— TASK DESCRIPTION —
In the listing that follows, copy out each line that includes the word "body".
..............................
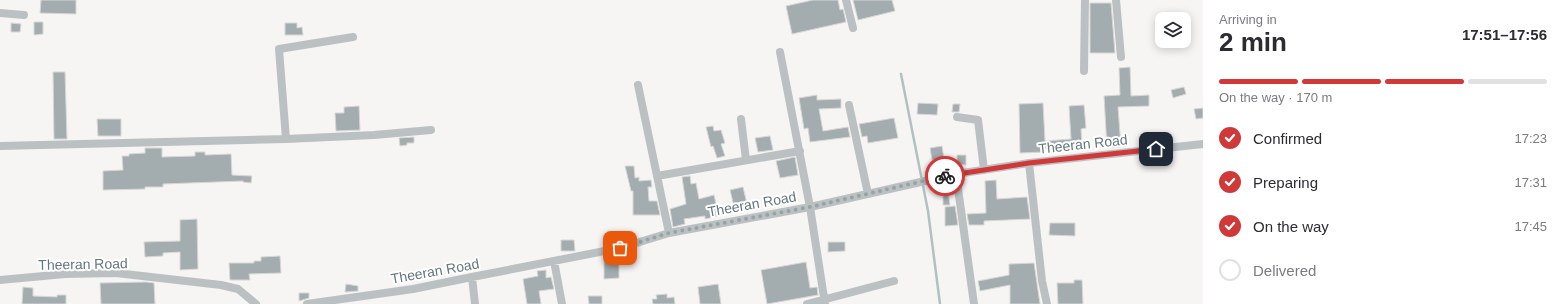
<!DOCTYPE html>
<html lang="en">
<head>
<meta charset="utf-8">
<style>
	:root { --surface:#fff; --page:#f2f2f3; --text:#2b2b33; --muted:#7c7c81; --line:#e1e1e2; --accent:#d13939 }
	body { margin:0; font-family:Arial,sans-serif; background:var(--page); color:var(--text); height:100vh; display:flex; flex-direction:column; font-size:15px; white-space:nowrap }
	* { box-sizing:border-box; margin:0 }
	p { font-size:13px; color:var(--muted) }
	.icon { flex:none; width:22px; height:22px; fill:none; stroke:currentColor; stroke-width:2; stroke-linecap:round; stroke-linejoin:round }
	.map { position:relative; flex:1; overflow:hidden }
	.sheet { display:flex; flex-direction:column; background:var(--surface); width:360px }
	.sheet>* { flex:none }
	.tools { position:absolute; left:1155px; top:12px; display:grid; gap:8px }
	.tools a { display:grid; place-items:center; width:36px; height:36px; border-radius:8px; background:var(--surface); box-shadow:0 2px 10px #0003; font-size:20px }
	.pin { position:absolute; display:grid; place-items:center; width:34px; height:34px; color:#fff; margin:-17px; border-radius:8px; box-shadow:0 2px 6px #0006 }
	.courier { position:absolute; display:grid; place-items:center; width:40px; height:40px; margin:-20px; border:3px solid #d13939; border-radius:50%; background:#fff; color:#222; box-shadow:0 1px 5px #0007 }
	.overview em { font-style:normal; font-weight:800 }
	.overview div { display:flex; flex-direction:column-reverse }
	.overview { display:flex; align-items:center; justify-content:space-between; height:68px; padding:0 16px }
	h1 { font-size:26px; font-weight:800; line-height:30px }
	.bar { display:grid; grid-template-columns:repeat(4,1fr); gap:6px 4px; align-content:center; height:48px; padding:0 16px }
	.bar i { height:5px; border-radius:3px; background:var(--line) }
	.bar .active { background:var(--accent) }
	.bar p { grid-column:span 4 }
	ol { padding:0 16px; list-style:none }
	li { display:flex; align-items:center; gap:12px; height:44px }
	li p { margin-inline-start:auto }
	li .icon { padding:4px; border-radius:50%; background:var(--accent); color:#fff; stroke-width:4 }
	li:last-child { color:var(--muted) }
	li i { width:22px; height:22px; border:2px solid var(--line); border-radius:50% }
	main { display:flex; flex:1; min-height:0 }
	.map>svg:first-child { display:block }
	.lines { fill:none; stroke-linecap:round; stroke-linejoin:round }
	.stream { stroke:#b1c1c1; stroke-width:2.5 }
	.building { fill:#a3adb0; stroke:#d8d7d6 }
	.minor { stroke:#bbc1c3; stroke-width:8 }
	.done { stroke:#97a3a5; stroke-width:4; stroke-dasharray:0 7.2 }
	.route { stroke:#d13939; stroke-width:5 }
	.labels { text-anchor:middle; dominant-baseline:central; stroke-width:4; stroke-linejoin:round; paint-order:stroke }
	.street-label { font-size:14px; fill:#64777b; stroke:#fff }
</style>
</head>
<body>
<main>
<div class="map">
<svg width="1203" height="304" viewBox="0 0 1203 304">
	<rect width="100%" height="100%" fill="#f6f5f3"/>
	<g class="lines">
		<path class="stream" d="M901,74L928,211L940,304"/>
	</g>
	<path class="building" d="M41,0H76V14L40,13Z
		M813,0H838L840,10L843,9L846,22L792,34L786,6Z
		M853,0H892L895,11L858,20Z
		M1090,3H1111L1115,53H1090Z
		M34,22H43V34L34,35Z
		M11,23L21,24L20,32H11Z
		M285,23H297V28L302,27L303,35H285Z
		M1130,67L1131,96L1149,95V106L1118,107L1121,147L1107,148L1104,96L1120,95L1119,68Z
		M53,72H65L67,139H54Z
		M1184,87L1186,94L1173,98L1171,90Z
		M817,95V100L841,99V108L819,109L823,131L848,127L850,137L810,142L808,128L804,129L799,98Z
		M918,103L938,104L937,115L917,114Z
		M1043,103L1045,141L1071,139L1069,106L1084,105L1086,128L1081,129L1082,146L1045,149V152L1020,153L1019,104Z
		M953,104H960L959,112H952Z
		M359,106L360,130L336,131L335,113H344V107Z
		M1203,108V118L1196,119L1194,109Z
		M894,118L898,138L868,143L867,136L862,137L859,124Z
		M97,119H121V136H98Z
		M713,126L714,131L721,130L725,143L721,144L725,156L717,158L713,146L711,147L706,127Z
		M770,136L773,150L758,152L755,138Z
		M414,137V143H407V145L400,146L399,138Z
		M942,146L944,159L932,160L930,148Z
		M145,148H162V157L195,156V152H205V155L231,154L232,175L252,176L251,183L243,182V181L163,184V187H145V189L103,190V171L123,170L122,156H129V154L145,153Z
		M957,155H966V165L957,164Z
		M795,157L798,175L780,178L776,161Z
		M625,166H634L635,178L639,177V181L651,180L652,187H648L649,201H657L660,215H633V191H631Z
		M690,176L691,184L696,183L699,199L714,195L719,216L705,219V216L684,219L685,224L673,227L670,209L686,204L682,177Z
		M996,180L997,199L1027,197L1030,219L984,221V225H969L967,214L986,213L985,181Z
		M943,184H947L950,205H943Z
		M743,187L748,208L735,211L730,190Z
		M955,206L958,225L945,226V207Z
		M197,219L198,269L180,270V252L163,253V256L145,257L144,242L180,241V220Z
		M1050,223H1075V236L1049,235Z
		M561,240H574L575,251H561Z
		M828,242H845V251L828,252Z
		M280,256L281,273L249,274L250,280H230L229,263H254V261H261V257Z
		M622,256V264H619V278L604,279V257Z
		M806,262L810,288L817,287L818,295L767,304L761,270Z
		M1034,263L1040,304H1010V285L980,291L978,281L1009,275V264Z
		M546,270V278L551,277L554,289L539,291L541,304H527L523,279L538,276L537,271Z
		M1074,280H1082L1083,304H1058L1057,283H1074Z
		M146,282L154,283L155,304H101L100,283Z
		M346,284L358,286V291L345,292Z
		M718,284L721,304H700L698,287Z
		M23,287L33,288V296L57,297V295H66V304H22Z
		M299,293H309V298L299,301Z
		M667,294V298L674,297L675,304H653L652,299H657L656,295Z
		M588,296H602V304H589Z"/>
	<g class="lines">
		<path class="minor" d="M846,0L853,28
			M1116,0L1121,57
			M0,13L24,15
			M780,52L810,207L825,304
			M1084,71L1085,0
			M638,85L669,233
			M849,105L868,194
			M957,117L978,120L984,170
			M741,119L746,160
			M286,139L279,49L353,37
			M0,146L286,139L374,135L431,130
			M1029,163L1042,281L1047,304
			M956,174L974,304
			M657,176L800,151
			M554,261L562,304
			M472,277L475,304
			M0,280L65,274L116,273L221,285L238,289L256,304
			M307,304L413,289L472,277L620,248L669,233L810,207L956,174L1029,163L1203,144
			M807,304L894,281"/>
	</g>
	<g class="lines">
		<path class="done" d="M620,248L669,233L810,207L945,176"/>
		<path class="route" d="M945,176L1029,163L1156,149"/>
	</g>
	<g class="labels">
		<g class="street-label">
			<text transform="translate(1083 144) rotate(-6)">Theeran Road</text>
			<text transform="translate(752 204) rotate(-10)">Theeran Road</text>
			<text transform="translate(83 264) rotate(-1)">Theeran Road</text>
			<text transform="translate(435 271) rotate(-10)">Theeran Road</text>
		</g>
	</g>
</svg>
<div class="tools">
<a><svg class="icon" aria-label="layers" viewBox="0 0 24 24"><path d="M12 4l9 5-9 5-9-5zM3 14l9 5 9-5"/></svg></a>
</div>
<div class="pin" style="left:620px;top:248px;background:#ea580c"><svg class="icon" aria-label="bag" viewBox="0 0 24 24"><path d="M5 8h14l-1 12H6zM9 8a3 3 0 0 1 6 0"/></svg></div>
<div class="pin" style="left:1156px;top:149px;background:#1f2937"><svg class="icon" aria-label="home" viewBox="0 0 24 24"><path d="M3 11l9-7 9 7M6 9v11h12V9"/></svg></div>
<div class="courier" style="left:945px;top:176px"><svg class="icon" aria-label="bike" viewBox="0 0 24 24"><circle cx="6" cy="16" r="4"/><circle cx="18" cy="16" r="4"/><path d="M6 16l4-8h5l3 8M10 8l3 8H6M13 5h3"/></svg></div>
</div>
<section class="sheet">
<div class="overview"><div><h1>2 min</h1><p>Arriving in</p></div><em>17:51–17:56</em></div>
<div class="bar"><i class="active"></i><i class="active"></i><i class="active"></i><i></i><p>On the way · 170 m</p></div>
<ol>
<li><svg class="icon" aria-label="check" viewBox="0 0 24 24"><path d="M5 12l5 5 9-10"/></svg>Confirmed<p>17:23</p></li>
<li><svg class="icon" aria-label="check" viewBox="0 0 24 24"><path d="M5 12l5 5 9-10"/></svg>Preparing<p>17:31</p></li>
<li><svg class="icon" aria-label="check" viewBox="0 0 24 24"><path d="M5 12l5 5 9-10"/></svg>On the way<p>17:45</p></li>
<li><i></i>Delivered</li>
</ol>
</section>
</main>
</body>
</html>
..............................
— OUTPUT FOR THIS EXERCISE —
	body { margin:0; font-family:Arial,sans-serif; background:var(--page); color:var(--text); height:100vh; display:flex; flex-direction:column; font-size:15px; white-space:nowrap }
<body>
</body>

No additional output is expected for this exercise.